*** Block opens ***
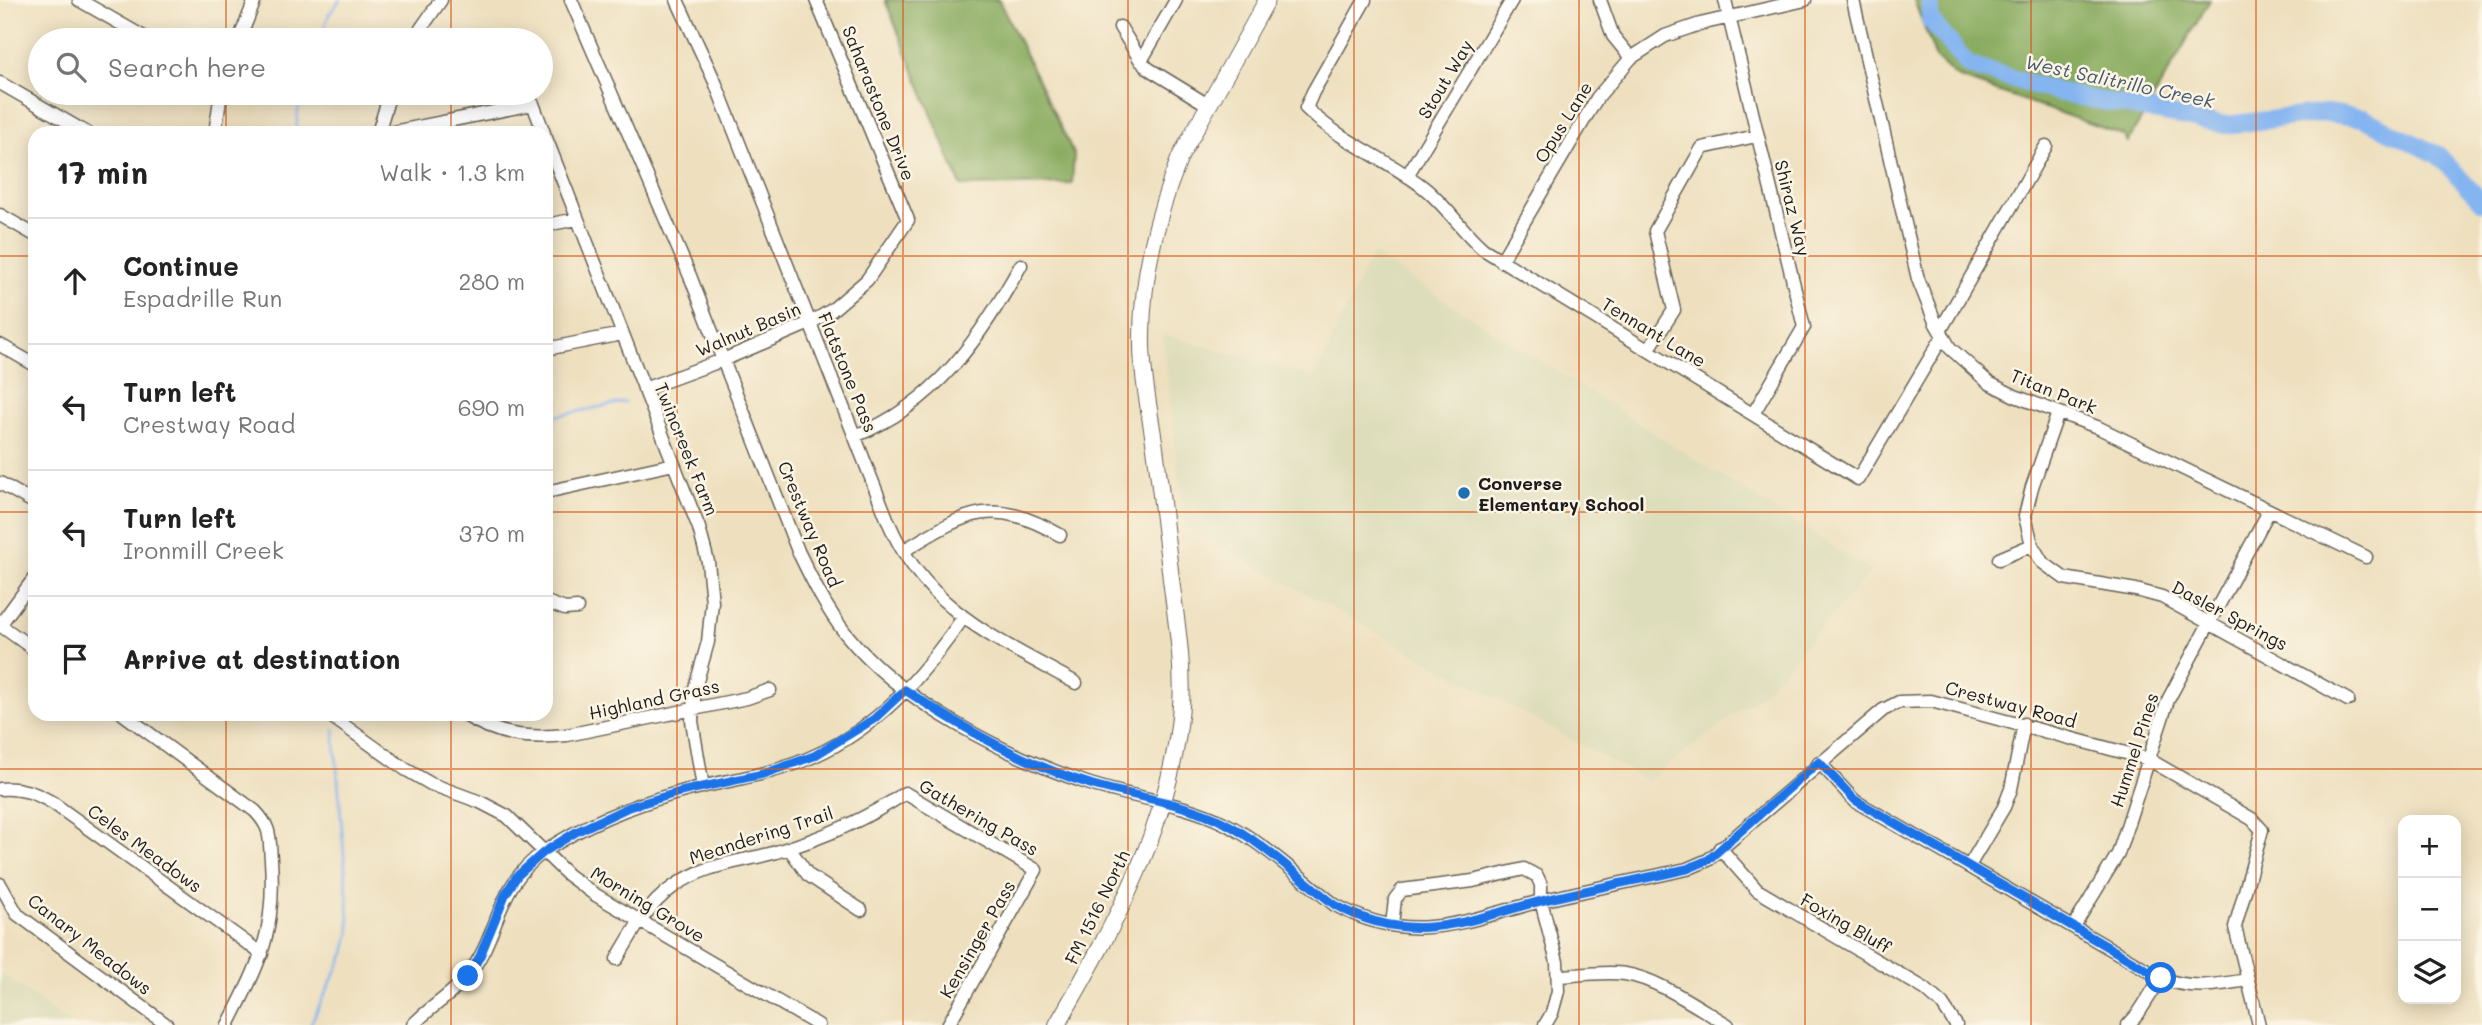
<!DOCTYPE html>
<meta charset="utf-8">
<style>
body{margin:0;font-family:Mali,sans-serif;background:#f6f6f6;color:#222}
.controls{position:absolute;right:21px;bottom:21px;display:grid;overflow:hidden;border-radius:14px;box-shadow:0 4px 18px #0003}
.controls button{width:63px;height:63px;display:grid;place-items:center;padding:0;border:0;border-bottom:2px solid #e0e0e0;background:#fff;color:#222;font:35px sans-serif}
.stop{position:absolute;width:21px;height:21px;margin:-16px;border:5px solid #1a73e8;border-radius:50%;background:#fff}
.stop.end{background:#1a73e8;border-color:#fff;box-shadow:0 2px 7px #0008}
.list{margin:0;padding:0;list-style:none}
h2{display:flex;justify-content:space-between;align-items:center;height:91px;margin:0;padding:0 28px;font-size:30px}
h2 small{font-size:23px;font-weight:400;color:#767676}
.list li{display:grid;grid-template-columns:46px 1fr auto;gap:21px;align-items:center;box-sizing:border-box;height:126px;padding:0 28px;border-top:2px solid #e0e0e0}
.list b{display:block;font-size:26px;white-space:nowrap}
.list p{margin:0;font-size:23px;white-space:nowrap;color:#767676}
.list em{font-size:23px;font-style:normal;color:#767676}
.icon{flex:none;width:38px;height:38px;fill:none;stroke:currentColor;stroke-width:2;stroke-linecap:round;stroke-linejoin:round}
.map{position:relative;flex:none;width:2482px;height:1025px;overflow:hidden}
.search{position:absolute;background:#fff;box-shadow:0 4px 18px #0003;left:28px;top:28px;width:525px;height:77px;display:flex;align-items:center;gap:18px;box-sizing:border-box;padding:0 24px;border-radius:38px;color:#767676;font-size:26px}
.panel{position:absolute;background:#fff;box-shadow:0 4px 18px #0003;left:28px;top:126px;width:525px;height:595px;border-radius:21px}
.map>svg:first-child{display:block}
.built{fill:#deddbb}
.forest{fill:#8aac60;stroke:#53643e;stroke-width:2}
.lines{fill:none;stroke-linecap:round;stroke-linejoin:round}
.stream{stroke:#85b5f0;stroke-width:2.5}
.river{stroke:#85b5f0;stroke-width:18}
.minor-casing{stroke:#666155;stroke-width:15}
.major-casing{stroke:#666155;stroke-width:18}
.minor{stroke:#fff;stroke-width:12}
.major{stroke:#fff;stroke-width:16}
.route{stroke:#1a73e8;stroke-width:9}
.grid{fill:none;stroke:#d4530e;stroke-width:2;stroke-opacity:0.55}
.poi-dot{fill:#1f6fb2;stroke:#fcf5e5;stroke-width:2.5}
.labels{text-anchor:middle;dominant-baseline:central;stroke-width:5;stroke-linejoin:round;paint-order:stroke}
.street-label{font-size:18px;fill:#1c1c1c;stroke:#fcf5e5}
.poi-label{font-size:18px;font-weight:bold;fill:#1c1c1c;stroke:#fcf5e5;text-anchor:start}
.water-label{font-size:19px;font-style:italic;fill:#465971;stroke:#fcf5e5}
</style>
<div class="map">
<svg width="2482" height="1025" viewBox="0 0 2482 1025">
<rect width="100%" height="100%" fill="#fcf5e5"/>
<filter id="ink" filterUnits="userSpaceOnUse"><feTurbulence type="fractalNoise" baseFrequency=".0143" numOctaves="2"/><feDisplacementMap in="SourceGraphic" scale="14" xChannelSelector="R" yChannelSelector="G"/><feConvolveMatrix kernelMatrix="1 2 1 2 8 2 1 2 1" color-interpolation-filters="sRGB"/></filter>
<filter id="wash" filterUnits="userSpaceOnUse"><feTurbulence type="fractalNoise" baseFrequency=".00686" numOctaves="4" result="noise"/><feDisplacementMap in="SourceGraphic" scale="28" xChannelSelector="R" yChannelSelector="G"/><feGaussianBlur stdDeviation="1.57" result="paint"/><feColorMatrix in="noise" values="0 0 0 0 0 0 0 0 0 0 0 0 0 0 0 0 0 1.4 0 .05"/><feComposite in="paint" operator="in"/></filter>
<g filter="url(#wash)">
<rect width="100%" height="100%" fill="#eee0bf"/>
<path class="built" d="M1372,254L1871,571L1764,692L1647,781L1185,527L1162,334L1314,377Z
M0,972L72,1025H0Z"/>
<path class="forest" d="M885,0H999L1074,154L1072,184L961,186Z
M1914,0H2210L2128,142L2123,135L1957,77L1936,58Z"/>
<g class="lines">
<path class="stream" d="M320,40L329,14L340,0
M296,133L300,93
M546,418L625,402
M310,1025L345,953L350,931L334,729"/>
<path class="river" d="M1930,0V20L1969,66L2061,93L2225,125L2326,113L2363,118L2438,155L2482,202"/>
</g>
</g>
<g filter="url(#ink)">
<g class="lines">
<defs>
<path id="minor" d="M79,0L149,40
M571,0L690,276L798,551C812,580 826,609 846,634C902,703 1004,755 1087,783C1132,798 1181,802 1224,823C1263,842 1300,878 1335,905C1412,947 1464,921 1541,901C1589,889 1638,880 1687,869L1708,860L1883,710L1899,702L1931,701L2148,759L2252,819L2262,830L2235,927L2259,1025
M677,0L715,82L888,521C925,610 997,639 1076,683
M1365,0L1313,92L1306,108C1339,141 1386,158 1423,187C1446,205 1461,230 1483,249L1858,479L1943,336
M1600,0L1613,36L1631,58
M1725,0L1804,327L1753,414
M1853,0L1918,279L1936,324L1950,348L1989,383L2015,396L2097,427L2366,557
M1120,27L1141,61L1149,69L1208,105
M239,40L255,0
M413,40L441,0
M1141,61L1176,0
M0,83L87,133
M215,133L221,93
M378,133L390,93
M388,133L533,104L544,133
M546,138L699,528L708,562L712,602L708,642L695,688L692,721L703,787
M1407,176L1512,0
M0,215L35,235
M546,225L577,219
M1501,261L1597,98L1631,58L1665,36L1700,24L1805,0
M1940,331L2046,146
M0,345L35,365
M546,349L622,334
M1649,349L1674,310L1655,231L1702,148L1756,136
M644,389L723,360L812,322L832,310L867,280L908,220L816,0
M2058,413L2032,487L2025,516L2032,545L2042,562L2064,578L2136,590L2162,597L2348,700
M855,436C937,403 979,339 1021,265
M0,483L35,503
M546,492L674,464
M903,551C966,513 990,495 1060,535
M1999,559L2032,545
M546,602L565,609L577,608
M0,625L35,577
M0,625L35,650
M123,714L255,811C272,829 269,836 271,860C276,933 260,962 228,1025
M328,714L405,769L431,784L480,802L507,816L568,875L594,894L818,1025
M463,714C499,736 526,739 567,735L747,698L770,690
M1819,762L1855,801L2161,978C2190,990 2217,985 2248,980
M0,789C20,787 36,793 53,803L262,954
M789,848L808,875L861,910
M1720,848L1757,890L1925,989L1942,1004L1956,1025
M1969,866L2004,807L2011,789L2024,724
M0,884L17,914L167,1025
M1392,925L1395,899L1402,890L1473,881L1524,869L1537,876L1541,885V901L1557,962L1558,991L1552,1013L1545,1025
M2074,926L2118,854L2168,700L2269,511
M617,959C632,933 647,905 673,887C705,864 736,863 773,853C820,839 864,821 905,793L1036,870L948,1025
M1559,976C1580,975 1604,971 1625,974C1659,979 1698,1008 1728,1025
M413,1025C429,1007 453,995 468,975C502,932 493,888 545,851C586,823 632,805 681,792C725,780 771,776 814,756C881,726 922,676 963,618
M2128,1025L2138,1014L2161,978"/>
<path id="major" d="M1057,1025C1114,926 1172,823 1181,706C1184,665 1176,621 1171,579C1166,536 1161,492 1155,448C1150,413 1142,377 1142,343C1141,280 1157,214 1180,157L1267,0"/>
</defs>
<use href="#minor" class="minor-casing"/>
<use href="#major" class="major-casing"/>
<use href="#minor" class="minor"/>
<use href="#major" class="major"/>
</g>
</g>
<g class="lines" filter="url(#ink)">
<path class="route" d="M468,976L480,956L505,895L517,876L544,852L576,832L629,807L680,792L763,774L814,756L874,719L905,690C963,728 1024,764 1090,784C1134,797 1182,802 1223,822C1261,841 1301,879 1335,905C1412,947 1464,921 1541,901C1589,889 1638,880 1687,869L1708,860L1819,762L1855,800L2161,978"/>
</g>
<path class="grid" d="M226,0V40M451,0V40M677,0V1025M903,0V1025M1128,0V1025M1354,0V1025M1579,0V1025M1805,0V1025M2031,0V1025M2256,0V1025M226,93V133M451,93V133M0,256H35M546,256H2482M0,512H35M546,512H2482M226,714V1025M451,714V1025M0,769H2482"/>
<circle class="poi-dot" cx="1464" cy="493" r="7"/>
<g class="labels">
<g class="street-label">
<text transform="translate(1445 79) rotate(-59)">Stout Way</text>
<text transform="translate(879 103) rotate(68)">Saharastone Drive</text>
<text transform="translate(1563 122) rotate(-58)">Opus Lane</text>
<text transform="translate(1793 208) rotate(76)">Shiraz Way</text>
<text transform="translate(748 329) rotate(-23)">Walnut Basin</text>
<text transform="translate(1654 332) rotate(31)">Tennant Lane</text>
<text transform="translate(848 372) rotate(68)">Flatstone Pass</text>
<text transform="translate(2054 391) rotate(22)">Titan Park</text>
<text transform="translate(687 449) rotate(68)">Twincreek Farm</text>
<text transform="translate(810 524) rotate(67)">Crestway Road</text>
<text transform="translate(2230 615) rotate(28)">Dasler Springs</text>
<text transform="translate(654 699) rotate(-12)">Highland Grass</text>
<text transform="translate(2011 704) rotate(15)">Crestway Road</text>
<text transform="translate(2134 750) rotate(-72)">Hummel Pines</text>
<text transform="translate(979 817) rotate(30)">Gathering Pass</text>
<text transform="translate(761 835) rotate(-18)">Meandering Trail</text>
<text transform="translate(145 848) rotate(36)">Celes Meadows</text>
<text transform="translate(648 904) rotate(31)">Morning Grove</text>
<text transform="translate(1097 907) rotate(-64)">FM 1516 North</text>
<text transform="translate(1846 923) rotate(30)">Foxing Bluff</text>
<text transform="translate(977 939) rotate(-60)">Kensinger Pass</text>
<text transform="translate(90 944) rotate(38)">Canary Meadows</text>
</g>
<g class="poi-label">
<text x="1478" y="483">Converse<tspan x="1478" dy="21">Elementary School</tspan></text>
</g>
<g class="water-label">
<text transform="translate(2120 81) rotate(12)">West Salitrillo Creek</text>
</g>
</g>
</svg>
<div class="controls">
<button>+</button>
<button>−</button>
<button><svg class="icon" aria-label="layers" viewBox="0 0 24 24"><path d="M12 4l9 5-9 5-9-5zM3 14l9 5 9-5"/></svg></button>
</div>
<div class="stop" style="left:2161px;top:978px"></div>
<div class="stop end" style="left:468px;top:976px"></div>
<div class="search"><svg class="icon" aria-label="search" viewBox="0 0 24 24"><circle cx="10" cy="10" r="6"/><path d="M15 15l6 6"/></svg>Search here</div>
<section class="panel">
<h2>17 min<small>Walk · 1.3 km</small></h2>
<ul class="list">
<li><svg class="icon" aria-label="ahead" viewBox="0 0 24 24"><path d="M12 20V5M6 11l6-6 6 6"/></svg><div><b>Continue</b><p>Espadrille Run</p></div><em>280 m</em></li>
<li><svg class="icon" aria-label="left" viewBox="0 0 24 24"><path d="M17 20v-9H6M10 6l-5 5 5 5"/></svg><div><b>Turn left</b><p>Crestway Road</p></div><em>690 m</em></li>
<li><svg class="icon" aria-label="left" viewBox="0 0 24 24"><path d="M17 20v-9H6M10 6l-5 5 5 5"/></svg><div><b>Turn left</b><p>Ironmill Creek</p></div><em>370 m</em></li>
<li><svg class="icon" aria-label="arrive" viewBox="0 0 24 24"><path d="M6 21V4h12l-3 4 3 4H6"/></svg><div><b>Arrive at destination</b></div></li>
</ul>
</section>
</div>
*** Block closes ***
**Task to carry out:**
Where a line of the records contains the word "Pass", copy that line.

**Answer to this problem:**
<text transform="translate(848 372) rotate(68)">Flatstone Pass</text>
<text transform="translate(979 817) rotate(30)">Gathering Pass</text>
<text transform="translate(977 939) rotate(-60)">Kensinger Pass</text>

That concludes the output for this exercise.